Extracted records:
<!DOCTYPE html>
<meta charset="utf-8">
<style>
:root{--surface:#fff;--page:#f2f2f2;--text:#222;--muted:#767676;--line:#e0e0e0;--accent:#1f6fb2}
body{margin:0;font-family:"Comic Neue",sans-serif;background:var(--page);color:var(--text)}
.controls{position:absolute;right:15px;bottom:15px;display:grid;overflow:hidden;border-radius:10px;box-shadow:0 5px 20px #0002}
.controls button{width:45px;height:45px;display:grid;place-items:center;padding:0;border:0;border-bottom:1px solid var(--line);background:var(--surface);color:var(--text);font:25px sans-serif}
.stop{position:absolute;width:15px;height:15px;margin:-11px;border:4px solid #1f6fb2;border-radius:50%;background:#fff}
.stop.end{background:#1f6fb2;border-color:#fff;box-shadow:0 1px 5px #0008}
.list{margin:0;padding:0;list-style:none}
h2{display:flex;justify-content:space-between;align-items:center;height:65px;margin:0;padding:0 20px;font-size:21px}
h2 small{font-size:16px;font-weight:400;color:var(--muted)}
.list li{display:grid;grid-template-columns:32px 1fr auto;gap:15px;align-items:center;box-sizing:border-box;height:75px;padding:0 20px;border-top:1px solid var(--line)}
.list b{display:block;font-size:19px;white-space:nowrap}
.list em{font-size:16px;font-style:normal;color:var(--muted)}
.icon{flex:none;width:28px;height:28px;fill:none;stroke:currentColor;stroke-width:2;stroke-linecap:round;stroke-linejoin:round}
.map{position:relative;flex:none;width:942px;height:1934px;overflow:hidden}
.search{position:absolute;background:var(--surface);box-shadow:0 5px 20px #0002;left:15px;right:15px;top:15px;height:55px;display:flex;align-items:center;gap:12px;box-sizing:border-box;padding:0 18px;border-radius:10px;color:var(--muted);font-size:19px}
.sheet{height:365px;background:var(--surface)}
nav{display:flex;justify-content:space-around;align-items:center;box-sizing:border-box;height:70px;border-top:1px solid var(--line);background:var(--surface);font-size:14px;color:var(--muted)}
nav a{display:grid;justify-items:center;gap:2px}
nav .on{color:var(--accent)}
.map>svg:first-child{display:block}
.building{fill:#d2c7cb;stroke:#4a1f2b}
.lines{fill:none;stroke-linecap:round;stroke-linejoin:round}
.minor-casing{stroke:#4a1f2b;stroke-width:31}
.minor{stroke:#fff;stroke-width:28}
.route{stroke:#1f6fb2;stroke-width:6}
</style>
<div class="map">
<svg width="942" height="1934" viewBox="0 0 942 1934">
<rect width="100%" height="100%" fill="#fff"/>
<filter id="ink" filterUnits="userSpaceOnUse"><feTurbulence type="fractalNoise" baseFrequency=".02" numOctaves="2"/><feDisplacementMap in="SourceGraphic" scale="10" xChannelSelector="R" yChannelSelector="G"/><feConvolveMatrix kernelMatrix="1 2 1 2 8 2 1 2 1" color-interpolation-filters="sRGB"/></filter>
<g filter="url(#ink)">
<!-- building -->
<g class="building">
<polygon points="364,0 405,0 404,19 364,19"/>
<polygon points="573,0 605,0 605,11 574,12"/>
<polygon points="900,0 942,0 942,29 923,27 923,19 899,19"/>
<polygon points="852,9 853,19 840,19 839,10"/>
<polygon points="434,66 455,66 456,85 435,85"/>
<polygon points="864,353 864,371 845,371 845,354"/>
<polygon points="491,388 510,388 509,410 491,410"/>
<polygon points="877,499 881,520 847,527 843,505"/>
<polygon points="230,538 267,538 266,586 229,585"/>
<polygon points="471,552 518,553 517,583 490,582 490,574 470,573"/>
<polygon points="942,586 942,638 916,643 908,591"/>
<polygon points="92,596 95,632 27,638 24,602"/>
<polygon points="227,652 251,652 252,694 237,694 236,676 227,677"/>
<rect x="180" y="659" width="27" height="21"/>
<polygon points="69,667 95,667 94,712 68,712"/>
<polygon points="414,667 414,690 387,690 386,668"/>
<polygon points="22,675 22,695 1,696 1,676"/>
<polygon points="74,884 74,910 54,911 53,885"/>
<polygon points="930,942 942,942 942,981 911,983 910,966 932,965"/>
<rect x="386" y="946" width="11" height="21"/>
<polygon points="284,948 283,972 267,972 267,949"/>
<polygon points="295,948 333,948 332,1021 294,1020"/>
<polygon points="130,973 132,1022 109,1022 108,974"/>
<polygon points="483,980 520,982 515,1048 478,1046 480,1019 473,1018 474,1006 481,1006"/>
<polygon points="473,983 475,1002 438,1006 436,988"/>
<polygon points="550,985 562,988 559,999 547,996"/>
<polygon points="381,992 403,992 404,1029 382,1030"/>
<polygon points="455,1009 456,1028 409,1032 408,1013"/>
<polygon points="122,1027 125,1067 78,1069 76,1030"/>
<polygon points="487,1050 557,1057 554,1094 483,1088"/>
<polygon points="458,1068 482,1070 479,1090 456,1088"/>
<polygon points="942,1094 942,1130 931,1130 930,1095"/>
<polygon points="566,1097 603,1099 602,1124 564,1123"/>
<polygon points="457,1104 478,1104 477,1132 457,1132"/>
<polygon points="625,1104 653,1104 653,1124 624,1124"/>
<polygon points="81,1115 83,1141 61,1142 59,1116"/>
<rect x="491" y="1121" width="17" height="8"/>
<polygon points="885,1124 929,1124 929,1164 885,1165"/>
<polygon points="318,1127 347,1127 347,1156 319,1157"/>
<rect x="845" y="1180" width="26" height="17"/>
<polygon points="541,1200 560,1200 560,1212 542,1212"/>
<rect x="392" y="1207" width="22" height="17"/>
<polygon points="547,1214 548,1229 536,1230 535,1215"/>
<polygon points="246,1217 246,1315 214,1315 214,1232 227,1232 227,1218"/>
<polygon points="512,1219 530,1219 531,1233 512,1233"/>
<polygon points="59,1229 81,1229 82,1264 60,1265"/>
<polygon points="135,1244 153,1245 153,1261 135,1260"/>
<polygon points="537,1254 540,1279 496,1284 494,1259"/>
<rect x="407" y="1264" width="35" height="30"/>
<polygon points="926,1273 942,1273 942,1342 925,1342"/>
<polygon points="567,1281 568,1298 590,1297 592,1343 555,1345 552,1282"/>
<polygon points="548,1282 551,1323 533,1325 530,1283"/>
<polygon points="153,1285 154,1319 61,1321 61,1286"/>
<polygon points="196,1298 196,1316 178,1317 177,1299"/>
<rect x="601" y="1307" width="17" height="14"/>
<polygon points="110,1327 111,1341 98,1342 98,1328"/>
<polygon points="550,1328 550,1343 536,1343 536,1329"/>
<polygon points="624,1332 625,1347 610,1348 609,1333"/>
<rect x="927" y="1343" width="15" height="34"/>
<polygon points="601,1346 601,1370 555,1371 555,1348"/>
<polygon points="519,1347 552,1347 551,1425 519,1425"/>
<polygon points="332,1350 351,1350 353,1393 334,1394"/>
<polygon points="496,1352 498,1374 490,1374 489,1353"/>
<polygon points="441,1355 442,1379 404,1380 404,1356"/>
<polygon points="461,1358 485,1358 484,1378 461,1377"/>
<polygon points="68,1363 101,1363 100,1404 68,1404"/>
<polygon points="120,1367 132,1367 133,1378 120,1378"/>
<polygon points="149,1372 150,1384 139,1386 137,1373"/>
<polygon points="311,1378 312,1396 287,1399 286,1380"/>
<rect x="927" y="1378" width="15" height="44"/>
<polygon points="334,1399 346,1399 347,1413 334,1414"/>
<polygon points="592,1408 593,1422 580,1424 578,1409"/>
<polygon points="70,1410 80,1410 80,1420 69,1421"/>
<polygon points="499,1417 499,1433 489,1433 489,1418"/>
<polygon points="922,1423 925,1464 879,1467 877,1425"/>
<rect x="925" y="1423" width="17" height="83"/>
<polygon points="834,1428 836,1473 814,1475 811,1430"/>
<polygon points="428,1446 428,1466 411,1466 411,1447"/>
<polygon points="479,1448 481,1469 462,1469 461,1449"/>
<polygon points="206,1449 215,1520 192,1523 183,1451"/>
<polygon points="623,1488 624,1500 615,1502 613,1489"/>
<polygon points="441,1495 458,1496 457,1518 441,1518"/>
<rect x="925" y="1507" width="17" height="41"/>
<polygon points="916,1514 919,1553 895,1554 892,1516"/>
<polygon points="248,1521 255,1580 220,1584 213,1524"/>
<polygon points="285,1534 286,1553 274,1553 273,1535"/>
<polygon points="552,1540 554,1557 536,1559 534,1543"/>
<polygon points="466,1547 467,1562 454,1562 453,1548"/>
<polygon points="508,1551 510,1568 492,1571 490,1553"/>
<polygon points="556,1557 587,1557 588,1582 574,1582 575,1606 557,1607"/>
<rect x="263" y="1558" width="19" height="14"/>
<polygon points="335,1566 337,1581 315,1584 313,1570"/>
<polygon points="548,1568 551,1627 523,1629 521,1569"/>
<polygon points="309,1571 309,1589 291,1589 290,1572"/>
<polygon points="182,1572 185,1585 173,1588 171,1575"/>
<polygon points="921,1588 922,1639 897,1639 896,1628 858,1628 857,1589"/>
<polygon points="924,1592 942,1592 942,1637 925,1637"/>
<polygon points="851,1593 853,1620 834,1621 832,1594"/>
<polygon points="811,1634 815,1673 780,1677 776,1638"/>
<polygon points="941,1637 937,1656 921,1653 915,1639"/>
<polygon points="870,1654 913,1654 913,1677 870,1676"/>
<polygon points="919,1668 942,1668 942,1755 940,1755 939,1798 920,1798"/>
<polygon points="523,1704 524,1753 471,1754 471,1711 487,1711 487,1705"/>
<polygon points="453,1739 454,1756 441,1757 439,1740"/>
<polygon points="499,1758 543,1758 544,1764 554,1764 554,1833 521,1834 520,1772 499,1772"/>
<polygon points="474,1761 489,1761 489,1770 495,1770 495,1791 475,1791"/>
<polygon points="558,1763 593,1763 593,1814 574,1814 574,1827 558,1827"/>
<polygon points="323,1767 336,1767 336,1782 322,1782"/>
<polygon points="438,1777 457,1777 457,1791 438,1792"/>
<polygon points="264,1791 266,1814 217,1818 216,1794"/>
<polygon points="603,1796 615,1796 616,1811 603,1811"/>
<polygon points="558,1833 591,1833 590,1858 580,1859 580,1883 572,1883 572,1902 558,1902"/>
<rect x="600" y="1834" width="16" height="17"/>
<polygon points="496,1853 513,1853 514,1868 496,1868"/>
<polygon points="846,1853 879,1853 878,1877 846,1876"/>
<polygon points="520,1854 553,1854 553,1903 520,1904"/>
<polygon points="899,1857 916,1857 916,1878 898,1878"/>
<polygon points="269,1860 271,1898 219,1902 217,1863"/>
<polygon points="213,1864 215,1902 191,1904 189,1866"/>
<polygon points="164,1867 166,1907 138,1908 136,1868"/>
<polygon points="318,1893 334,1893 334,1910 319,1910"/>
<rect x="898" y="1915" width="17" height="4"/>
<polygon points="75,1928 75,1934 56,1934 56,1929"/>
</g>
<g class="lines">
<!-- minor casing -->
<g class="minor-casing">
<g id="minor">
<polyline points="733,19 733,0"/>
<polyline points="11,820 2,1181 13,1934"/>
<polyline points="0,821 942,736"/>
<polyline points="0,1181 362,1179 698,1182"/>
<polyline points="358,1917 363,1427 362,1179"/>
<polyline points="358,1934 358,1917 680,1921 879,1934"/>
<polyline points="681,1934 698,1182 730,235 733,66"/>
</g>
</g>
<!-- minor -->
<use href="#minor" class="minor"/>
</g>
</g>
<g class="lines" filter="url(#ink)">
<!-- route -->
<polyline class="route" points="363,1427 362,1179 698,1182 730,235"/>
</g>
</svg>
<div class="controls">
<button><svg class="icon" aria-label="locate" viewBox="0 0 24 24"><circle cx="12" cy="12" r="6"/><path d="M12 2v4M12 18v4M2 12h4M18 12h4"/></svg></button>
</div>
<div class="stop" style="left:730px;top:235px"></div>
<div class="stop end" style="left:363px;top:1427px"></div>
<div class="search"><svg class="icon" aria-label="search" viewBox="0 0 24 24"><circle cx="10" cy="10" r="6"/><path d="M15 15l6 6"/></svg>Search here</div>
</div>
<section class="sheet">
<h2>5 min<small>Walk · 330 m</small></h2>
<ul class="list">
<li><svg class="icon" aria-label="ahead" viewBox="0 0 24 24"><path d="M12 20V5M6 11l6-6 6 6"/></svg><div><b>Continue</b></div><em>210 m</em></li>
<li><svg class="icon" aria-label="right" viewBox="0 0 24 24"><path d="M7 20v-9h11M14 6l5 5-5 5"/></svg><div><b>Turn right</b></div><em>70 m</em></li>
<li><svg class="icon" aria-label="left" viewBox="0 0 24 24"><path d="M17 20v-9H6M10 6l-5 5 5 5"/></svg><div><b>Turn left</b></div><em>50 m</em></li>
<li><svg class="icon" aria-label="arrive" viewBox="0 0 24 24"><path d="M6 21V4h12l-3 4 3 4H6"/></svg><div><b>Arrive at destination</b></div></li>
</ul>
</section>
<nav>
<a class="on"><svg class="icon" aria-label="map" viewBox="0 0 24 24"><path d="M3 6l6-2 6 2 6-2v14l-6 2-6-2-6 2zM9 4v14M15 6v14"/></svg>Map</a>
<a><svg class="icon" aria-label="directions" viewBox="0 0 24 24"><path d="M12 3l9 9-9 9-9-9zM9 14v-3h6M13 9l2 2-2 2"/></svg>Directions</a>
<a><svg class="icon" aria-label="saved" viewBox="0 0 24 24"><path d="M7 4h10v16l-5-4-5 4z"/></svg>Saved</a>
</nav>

▸ **DIRECTIONS**
Report all lines in the records that include the string "bottom".

▸ **RESPONSE AREA**
.controls{position:absolute;right:15px;bottom:15px;display:grid;overflow:hidden;border-radius:10px;box-shadow:0 5px 20px #0002}
.controls button{width:45px;height:45px;display:grid;place-items:center;padding:0;border:0;border-bottom:1px solid var(--line);background:var(--surface);color:var(--text);font:25px sans-serif}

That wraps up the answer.